Klicksafe begrüßt zwar den Vorstoß, dass Instagram grundsätzlich sicherer werden will, merkt aber kritisch an, dass hier ein internationales Unternehmen mit diesem Vorstoß auch aus gewinnorientierten Interessen Kundendaten von ganz jungen Nutzer*innen sammeln will. Deshalb fordert Klicksafe die Politik auf, diese Fragen dringend zu diskutieren.

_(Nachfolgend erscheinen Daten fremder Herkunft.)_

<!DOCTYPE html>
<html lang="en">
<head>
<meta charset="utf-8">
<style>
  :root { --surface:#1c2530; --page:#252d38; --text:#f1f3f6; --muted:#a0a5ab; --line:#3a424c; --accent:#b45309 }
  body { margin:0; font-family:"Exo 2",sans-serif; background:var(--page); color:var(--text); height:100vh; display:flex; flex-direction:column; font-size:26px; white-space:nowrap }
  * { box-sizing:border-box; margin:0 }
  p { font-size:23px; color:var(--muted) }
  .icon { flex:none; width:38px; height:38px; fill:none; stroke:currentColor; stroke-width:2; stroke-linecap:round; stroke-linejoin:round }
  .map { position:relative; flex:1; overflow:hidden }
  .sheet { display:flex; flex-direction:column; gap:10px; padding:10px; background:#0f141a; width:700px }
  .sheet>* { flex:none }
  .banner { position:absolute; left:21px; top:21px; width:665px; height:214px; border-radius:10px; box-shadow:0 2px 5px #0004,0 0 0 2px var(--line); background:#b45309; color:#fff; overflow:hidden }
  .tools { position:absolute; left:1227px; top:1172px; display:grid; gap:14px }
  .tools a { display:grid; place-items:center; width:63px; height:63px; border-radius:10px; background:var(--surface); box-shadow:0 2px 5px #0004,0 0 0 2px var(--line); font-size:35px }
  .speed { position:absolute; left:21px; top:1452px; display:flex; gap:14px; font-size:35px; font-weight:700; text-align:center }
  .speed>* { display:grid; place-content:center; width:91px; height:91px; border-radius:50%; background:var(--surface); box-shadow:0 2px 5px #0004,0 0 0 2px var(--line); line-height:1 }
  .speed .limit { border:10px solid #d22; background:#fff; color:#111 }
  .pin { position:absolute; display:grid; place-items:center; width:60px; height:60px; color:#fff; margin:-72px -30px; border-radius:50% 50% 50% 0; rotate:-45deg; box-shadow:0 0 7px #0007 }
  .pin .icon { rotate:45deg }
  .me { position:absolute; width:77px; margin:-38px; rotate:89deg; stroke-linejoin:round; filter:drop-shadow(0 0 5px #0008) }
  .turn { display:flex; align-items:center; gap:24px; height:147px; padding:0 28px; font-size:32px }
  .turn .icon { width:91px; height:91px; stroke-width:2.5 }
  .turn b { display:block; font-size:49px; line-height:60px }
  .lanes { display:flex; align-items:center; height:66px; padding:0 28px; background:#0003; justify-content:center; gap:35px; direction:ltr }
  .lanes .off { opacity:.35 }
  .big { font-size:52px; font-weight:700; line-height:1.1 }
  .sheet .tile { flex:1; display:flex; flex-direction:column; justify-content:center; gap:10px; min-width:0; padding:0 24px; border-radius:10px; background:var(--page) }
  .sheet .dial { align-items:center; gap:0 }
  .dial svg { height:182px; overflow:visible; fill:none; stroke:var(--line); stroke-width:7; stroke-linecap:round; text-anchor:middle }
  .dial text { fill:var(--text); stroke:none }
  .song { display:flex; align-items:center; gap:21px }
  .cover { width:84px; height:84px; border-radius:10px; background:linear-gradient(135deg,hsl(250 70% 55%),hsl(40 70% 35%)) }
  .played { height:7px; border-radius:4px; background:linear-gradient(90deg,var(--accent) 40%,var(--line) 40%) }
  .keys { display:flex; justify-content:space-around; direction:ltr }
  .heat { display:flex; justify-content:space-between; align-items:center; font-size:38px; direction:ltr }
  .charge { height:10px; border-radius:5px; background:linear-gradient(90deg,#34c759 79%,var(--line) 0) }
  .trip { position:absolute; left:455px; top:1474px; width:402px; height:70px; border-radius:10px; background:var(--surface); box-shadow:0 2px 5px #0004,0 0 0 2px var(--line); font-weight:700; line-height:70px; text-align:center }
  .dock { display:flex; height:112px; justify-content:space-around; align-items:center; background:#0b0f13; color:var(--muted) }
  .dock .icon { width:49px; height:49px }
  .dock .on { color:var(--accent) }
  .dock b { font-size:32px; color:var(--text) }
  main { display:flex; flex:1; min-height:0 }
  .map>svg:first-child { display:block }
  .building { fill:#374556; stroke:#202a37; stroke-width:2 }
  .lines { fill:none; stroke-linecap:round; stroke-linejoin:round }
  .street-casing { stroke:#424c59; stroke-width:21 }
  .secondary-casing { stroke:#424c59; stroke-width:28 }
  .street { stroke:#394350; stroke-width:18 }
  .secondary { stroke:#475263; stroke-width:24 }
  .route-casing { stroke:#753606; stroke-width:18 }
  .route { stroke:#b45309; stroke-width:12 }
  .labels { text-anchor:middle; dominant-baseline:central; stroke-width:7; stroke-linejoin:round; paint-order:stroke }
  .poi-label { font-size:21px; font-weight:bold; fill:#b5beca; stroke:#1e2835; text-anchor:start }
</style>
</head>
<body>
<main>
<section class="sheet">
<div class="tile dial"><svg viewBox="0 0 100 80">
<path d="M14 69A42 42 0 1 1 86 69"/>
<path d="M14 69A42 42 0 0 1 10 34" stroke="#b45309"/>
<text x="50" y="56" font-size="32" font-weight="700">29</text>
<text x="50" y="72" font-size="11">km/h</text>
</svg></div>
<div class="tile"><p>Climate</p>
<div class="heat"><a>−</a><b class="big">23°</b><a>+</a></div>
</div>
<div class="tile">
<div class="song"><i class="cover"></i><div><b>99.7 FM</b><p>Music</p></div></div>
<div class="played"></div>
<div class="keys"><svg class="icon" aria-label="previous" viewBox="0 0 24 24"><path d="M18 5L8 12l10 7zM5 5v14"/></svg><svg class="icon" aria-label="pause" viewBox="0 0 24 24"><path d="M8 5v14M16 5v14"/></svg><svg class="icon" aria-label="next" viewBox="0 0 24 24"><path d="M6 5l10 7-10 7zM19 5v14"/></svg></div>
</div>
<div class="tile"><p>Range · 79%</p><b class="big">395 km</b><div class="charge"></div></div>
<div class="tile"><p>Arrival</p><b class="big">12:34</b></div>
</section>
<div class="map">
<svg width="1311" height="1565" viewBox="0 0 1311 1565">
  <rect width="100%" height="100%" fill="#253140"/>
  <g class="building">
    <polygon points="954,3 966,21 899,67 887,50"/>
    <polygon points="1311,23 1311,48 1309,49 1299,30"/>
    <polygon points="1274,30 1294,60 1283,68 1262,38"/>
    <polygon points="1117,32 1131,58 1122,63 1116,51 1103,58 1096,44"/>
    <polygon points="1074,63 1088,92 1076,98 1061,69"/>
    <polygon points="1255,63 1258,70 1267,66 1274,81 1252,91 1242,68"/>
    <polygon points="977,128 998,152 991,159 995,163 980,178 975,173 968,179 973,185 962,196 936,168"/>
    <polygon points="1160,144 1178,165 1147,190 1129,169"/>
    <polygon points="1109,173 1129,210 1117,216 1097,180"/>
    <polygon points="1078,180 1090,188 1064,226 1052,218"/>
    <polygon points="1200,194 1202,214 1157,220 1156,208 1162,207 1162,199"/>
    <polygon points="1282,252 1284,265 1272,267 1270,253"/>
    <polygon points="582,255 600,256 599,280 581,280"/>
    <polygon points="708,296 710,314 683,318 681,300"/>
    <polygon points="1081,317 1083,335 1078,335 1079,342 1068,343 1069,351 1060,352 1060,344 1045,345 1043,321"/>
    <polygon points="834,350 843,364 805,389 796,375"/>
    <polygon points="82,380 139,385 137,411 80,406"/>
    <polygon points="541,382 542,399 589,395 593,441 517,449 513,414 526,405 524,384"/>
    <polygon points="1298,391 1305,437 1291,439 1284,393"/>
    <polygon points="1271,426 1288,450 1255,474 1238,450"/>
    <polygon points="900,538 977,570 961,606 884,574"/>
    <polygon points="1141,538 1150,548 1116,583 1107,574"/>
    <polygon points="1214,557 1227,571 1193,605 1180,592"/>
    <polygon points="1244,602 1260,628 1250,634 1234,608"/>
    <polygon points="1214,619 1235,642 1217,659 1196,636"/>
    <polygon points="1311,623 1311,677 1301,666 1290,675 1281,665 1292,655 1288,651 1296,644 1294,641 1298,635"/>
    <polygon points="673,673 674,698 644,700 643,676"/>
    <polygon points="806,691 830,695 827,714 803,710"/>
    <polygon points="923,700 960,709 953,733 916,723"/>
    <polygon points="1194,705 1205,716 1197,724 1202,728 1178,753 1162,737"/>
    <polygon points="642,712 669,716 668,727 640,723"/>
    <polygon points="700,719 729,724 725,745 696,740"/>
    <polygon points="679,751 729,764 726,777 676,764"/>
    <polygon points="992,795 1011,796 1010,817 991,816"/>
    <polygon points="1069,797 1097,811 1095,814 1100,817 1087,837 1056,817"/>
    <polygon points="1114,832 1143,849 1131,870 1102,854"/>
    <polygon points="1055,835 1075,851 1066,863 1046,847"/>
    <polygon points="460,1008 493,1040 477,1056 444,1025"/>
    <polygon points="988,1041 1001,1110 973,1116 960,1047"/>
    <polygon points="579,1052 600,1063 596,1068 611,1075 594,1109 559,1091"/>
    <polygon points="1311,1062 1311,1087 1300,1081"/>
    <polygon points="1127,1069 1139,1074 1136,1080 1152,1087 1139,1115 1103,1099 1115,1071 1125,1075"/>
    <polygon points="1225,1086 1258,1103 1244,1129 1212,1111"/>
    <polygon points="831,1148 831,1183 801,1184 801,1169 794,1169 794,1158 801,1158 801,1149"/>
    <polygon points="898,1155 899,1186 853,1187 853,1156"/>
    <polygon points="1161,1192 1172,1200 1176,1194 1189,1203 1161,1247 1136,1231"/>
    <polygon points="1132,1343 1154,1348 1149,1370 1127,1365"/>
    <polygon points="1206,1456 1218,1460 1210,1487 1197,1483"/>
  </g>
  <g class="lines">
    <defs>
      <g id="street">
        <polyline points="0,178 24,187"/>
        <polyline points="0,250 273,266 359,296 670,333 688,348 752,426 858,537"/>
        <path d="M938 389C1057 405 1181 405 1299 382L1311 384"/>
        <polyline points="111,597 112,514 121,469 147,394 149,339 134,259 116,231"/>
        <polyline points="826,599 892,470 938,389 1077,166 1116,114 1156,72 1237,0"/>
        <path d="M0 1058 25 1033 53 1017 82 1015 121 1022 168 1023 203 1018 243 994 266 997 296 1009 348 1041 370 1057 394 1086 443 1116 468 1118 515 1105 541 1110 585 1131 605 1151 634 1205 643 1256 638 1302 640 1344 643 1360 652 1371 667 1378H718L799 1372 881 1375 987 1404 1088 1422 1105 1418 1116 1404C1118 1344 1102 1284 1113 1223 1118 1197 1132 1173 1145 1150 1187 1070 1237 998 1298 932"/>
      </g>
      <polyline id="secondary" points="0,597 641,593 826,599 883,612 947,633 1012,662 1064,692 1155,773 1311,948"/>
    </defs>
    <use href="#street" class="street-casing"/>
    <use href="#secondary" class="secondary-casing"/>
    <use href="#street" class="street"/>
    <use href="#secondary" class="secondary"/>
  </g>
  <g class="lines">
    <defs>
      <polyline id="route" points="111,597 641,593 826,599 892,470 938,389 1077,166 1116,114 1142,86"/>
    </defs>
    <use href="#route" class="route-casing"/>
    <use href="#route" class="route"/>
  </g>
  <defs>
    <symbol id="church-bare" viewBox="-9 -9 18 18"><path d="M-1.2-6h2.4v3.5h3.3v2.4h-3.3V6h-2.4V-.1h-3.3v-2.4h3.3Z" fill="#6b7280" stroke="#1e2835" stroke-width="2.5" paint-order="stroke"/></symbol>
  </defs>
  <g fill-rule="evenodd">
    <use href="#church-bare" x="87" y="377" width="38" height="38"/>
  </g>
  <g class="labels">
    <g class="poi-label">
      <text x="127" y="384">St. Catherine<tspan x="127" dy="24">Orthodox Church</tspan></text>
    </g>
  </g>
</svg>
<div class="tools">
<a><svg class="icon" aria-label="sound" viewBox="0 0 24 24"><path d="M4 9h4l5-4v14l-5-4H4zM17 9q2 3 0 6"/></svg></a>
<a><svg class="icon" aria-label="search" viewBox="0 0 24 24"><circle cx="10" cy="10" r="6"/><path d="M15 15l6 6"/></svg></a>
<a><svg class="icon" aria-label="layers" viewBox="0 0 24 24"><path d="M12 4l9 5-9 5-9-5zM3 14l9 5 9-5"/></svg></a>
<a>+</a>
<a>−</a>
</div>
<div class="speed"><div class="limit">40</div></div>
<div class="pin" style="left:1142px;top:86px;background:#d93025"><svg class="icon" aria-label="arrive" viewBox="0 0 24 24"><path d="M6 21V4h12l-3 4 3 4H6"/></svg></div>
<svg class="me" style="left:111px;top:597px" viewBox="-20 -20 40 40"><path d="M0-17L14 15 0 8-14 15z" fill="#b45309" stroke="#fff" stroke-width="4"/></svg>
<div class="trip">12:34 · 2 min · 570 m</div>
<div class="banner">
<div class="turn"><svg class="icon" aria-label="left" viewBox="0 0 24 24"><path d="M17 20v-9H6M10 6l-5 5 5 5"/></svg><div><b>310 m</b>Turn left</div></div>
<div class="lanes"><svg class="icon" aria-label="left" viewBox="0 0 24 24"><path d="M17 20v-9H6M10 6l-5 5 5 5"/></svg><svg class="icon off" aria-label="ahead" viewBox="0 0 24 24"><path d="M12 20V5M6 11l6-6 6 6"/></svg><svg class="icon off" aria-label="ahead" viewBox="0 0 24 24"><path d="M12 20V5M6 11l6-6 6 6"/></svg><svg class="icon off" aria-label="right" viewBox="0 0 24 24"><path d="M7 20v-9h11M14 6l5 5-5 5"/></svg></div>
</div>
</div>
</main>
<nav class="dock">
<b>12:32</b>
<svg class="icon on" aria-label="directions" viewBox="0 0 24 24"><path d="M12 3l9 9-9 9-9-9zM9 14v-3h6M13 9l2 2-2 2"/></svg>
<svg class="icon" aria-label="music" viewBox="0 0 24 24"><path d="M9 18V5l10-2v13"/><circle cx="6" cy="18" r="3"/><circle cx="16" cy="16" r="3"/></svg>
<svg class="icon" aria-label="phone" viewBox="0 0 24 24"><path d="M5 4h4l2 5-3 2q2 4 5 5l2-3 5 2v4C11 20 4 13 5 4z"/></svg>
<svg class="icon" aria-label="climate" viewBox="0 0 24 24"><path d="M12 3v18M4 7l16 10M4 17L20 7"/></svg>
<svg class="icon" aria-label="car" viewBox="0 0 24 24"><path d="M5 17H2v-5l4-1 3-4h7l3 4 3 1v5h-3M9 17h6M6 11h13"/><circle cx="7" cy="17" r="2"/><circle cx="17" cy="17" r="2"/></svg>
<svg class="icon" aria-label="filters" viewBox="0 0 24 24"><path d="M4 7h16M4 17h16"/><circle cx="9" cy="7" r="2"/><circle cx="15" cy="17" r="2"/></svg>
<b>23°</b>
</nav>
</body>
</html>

Sichere Messengerdienste für Kinder

Jugendschutz.net hat 2017 mehrere alternative Messenger-Dienste für Kinder verglichen. Eine sichere, kindgerechtere Alternative zu den großen Diensten wären demnach Maily, Tocomail, Monster Messenger oder VTech Kid Connect. Doch das Problem: Sie sind nicht so reichweitenstark wie WhatsApp oder Instagram. Warum sollten Kinder eine Chat App nutzen, die ihre Freund*innen und Mitschüler*innen nicht nutzen?

An wirklich guten, reichweitenstarken alternativen Social Apps für Kinder unter 13 fehle es laut Jugendschutz.net noch. Vielleicht bringt Instagram hier eine Alternative, die wirklich sicher sein kann. Doch dies kann nur gelingen, wenn auch die Eltern mit ins Boot geholt werden und eine gewisse Kontrolle darüber haben, was die Kinder in den Chats schreiben und teilen. Wichtig wäre zudem, dass sich dritte erwachsene Personen nicht ungehindert Zutritt zu diesen Kinder-Apps verschaffen könnten. Bisher gibt es keine App, die diese Sicherheitslücke in Sachen Alterserkennung zu 100 % in den Griff bekommen.